Allo-limbal transplantation in patients with limbal stem cell deficiency

Affiliations

Allo-limbal transplantation in patients with limbal stem cell deficiency

H S Dua et al. Br J Ophthalmol. 1999 Apr.

Abstract

Aim: To report the outcome of a series of patients with stem cell deficiency who underwent allo-limbal transplantation and to describe a technique for this procedure.

Methods: Six consecutive patients underwent allo-limbal stem cell transplantation. The primary diagnosis included alkali burn (n = 2), trachoma (n = 1), chronic rosacea blepharitis and kerato-conjunctivitis (n = 1), aniridia (n = 1), and Stevens-Johnson syndrome (n = 1). The limbal rim consisted of peripheral cornea and perilimbal sclera. FK-506 was used postoperatively for immunosuppression.

Results: The length of follow up ranged from 3 to 24 months (mean follow up 11.8 (SD 9.3) months). The outcome was considered satisfactory in five of six cases.
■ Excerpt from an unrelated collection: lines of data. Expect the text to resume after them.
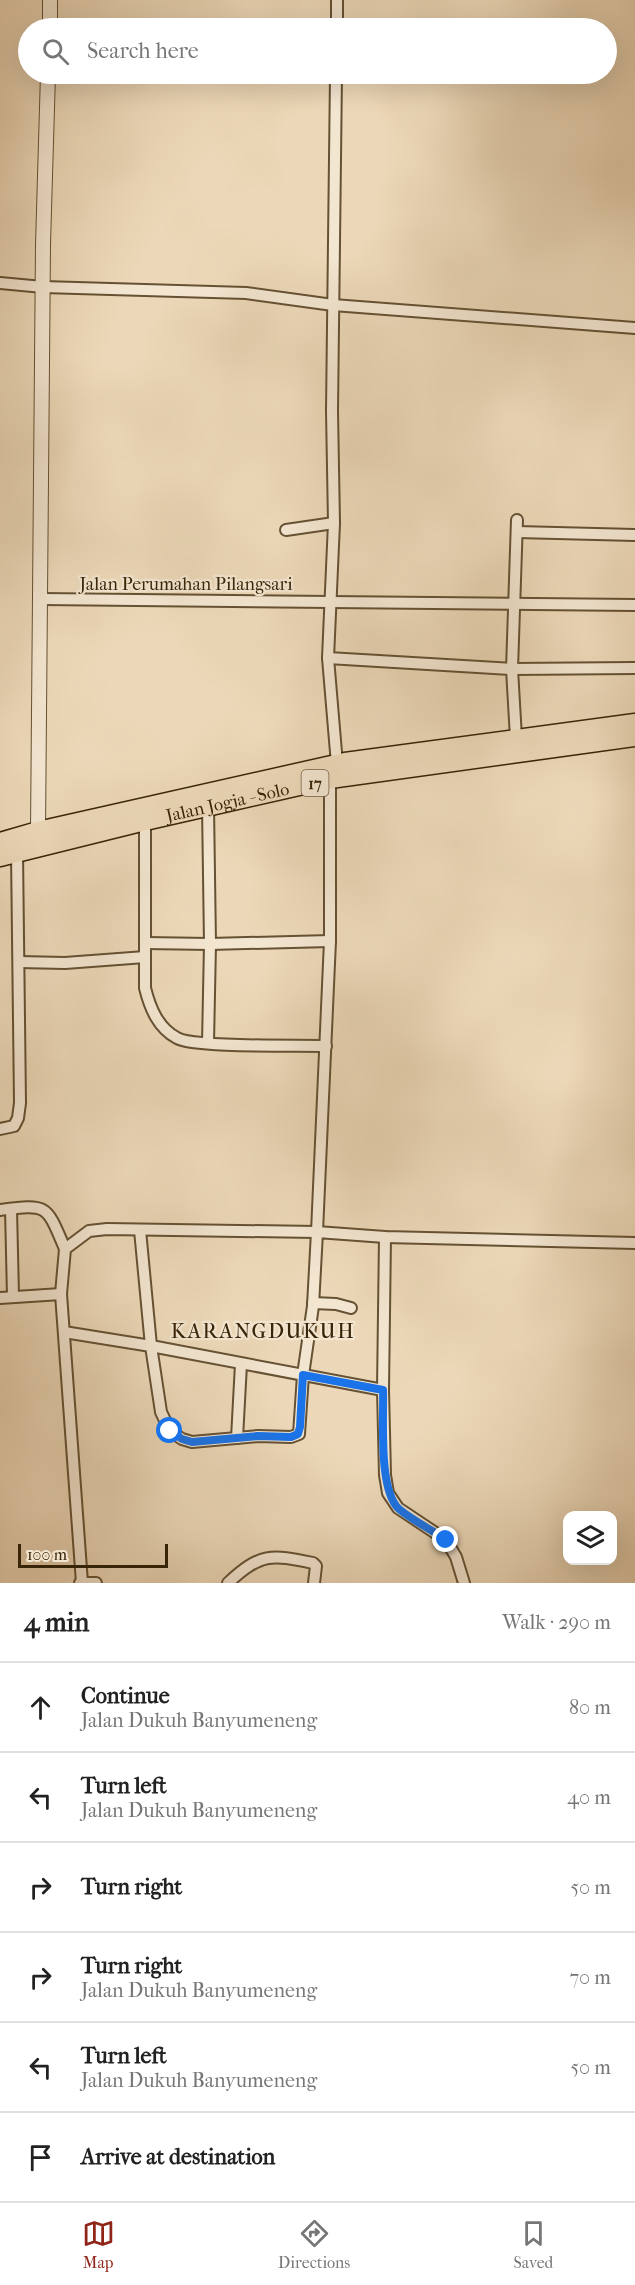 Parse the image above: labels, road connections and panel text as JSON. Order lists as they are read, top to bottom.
{
  "streets": {
    "highway": ["17", "Jalan Jogja - Solo"],
    "street": ["Jalan Perumahan Pilangsari"]
  },
  "districts": ["KARANGDUKUH"],
  "scale_bar": "100 m",
  "page": {
    "search": "Search here",
    "scale": "100 m",
    "heading": ["4 min", "Walk · 290 m"],
    "list": [
      ["Continue", "Jalan Dukuh Banyumeneng", "80 m"],
      ["Turn left", "Jalan Dukuh Banyumeneng", "40 m"],
      ["Turn right", "50 m"],
      ["Turn right", "Jalan Dukuh Banyumeneng", "70 m"],
      ["Turn left", "Jalan Dukuh Banyumeneng", "50 m"],
      "Arrive at destination"
    ],
    "nav": ["Map", "Directions", "Saved"]
  }
} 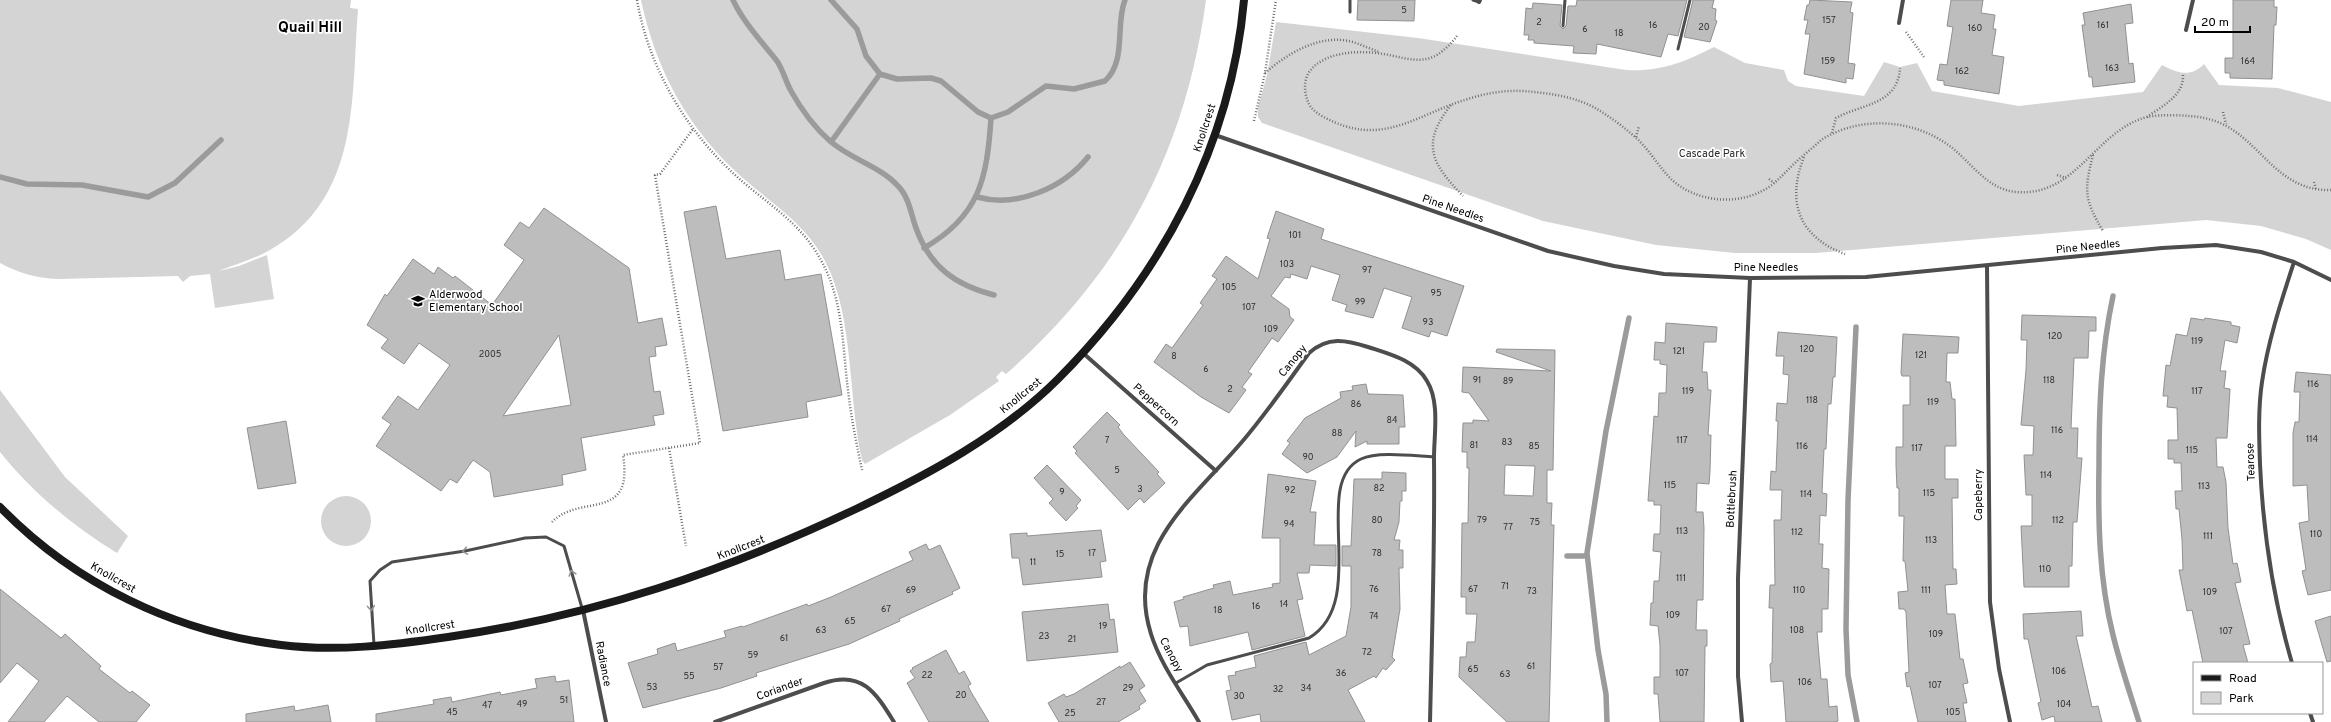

The corneal surface was completely epithelialised within 2 weeks, and there was a substantial improvement in vision and symptoms. One patient had recurrent epithelial defects related to eyelid abnormalities. No side effects associated with systemic immunosuppression were noted.

Conclusion: Allo-limbal transplantation, with systemic immunosuppression with FK-506 is useful in reconstruction of the ocular surface with improvement in vision in patients with severe stem cell deficiency.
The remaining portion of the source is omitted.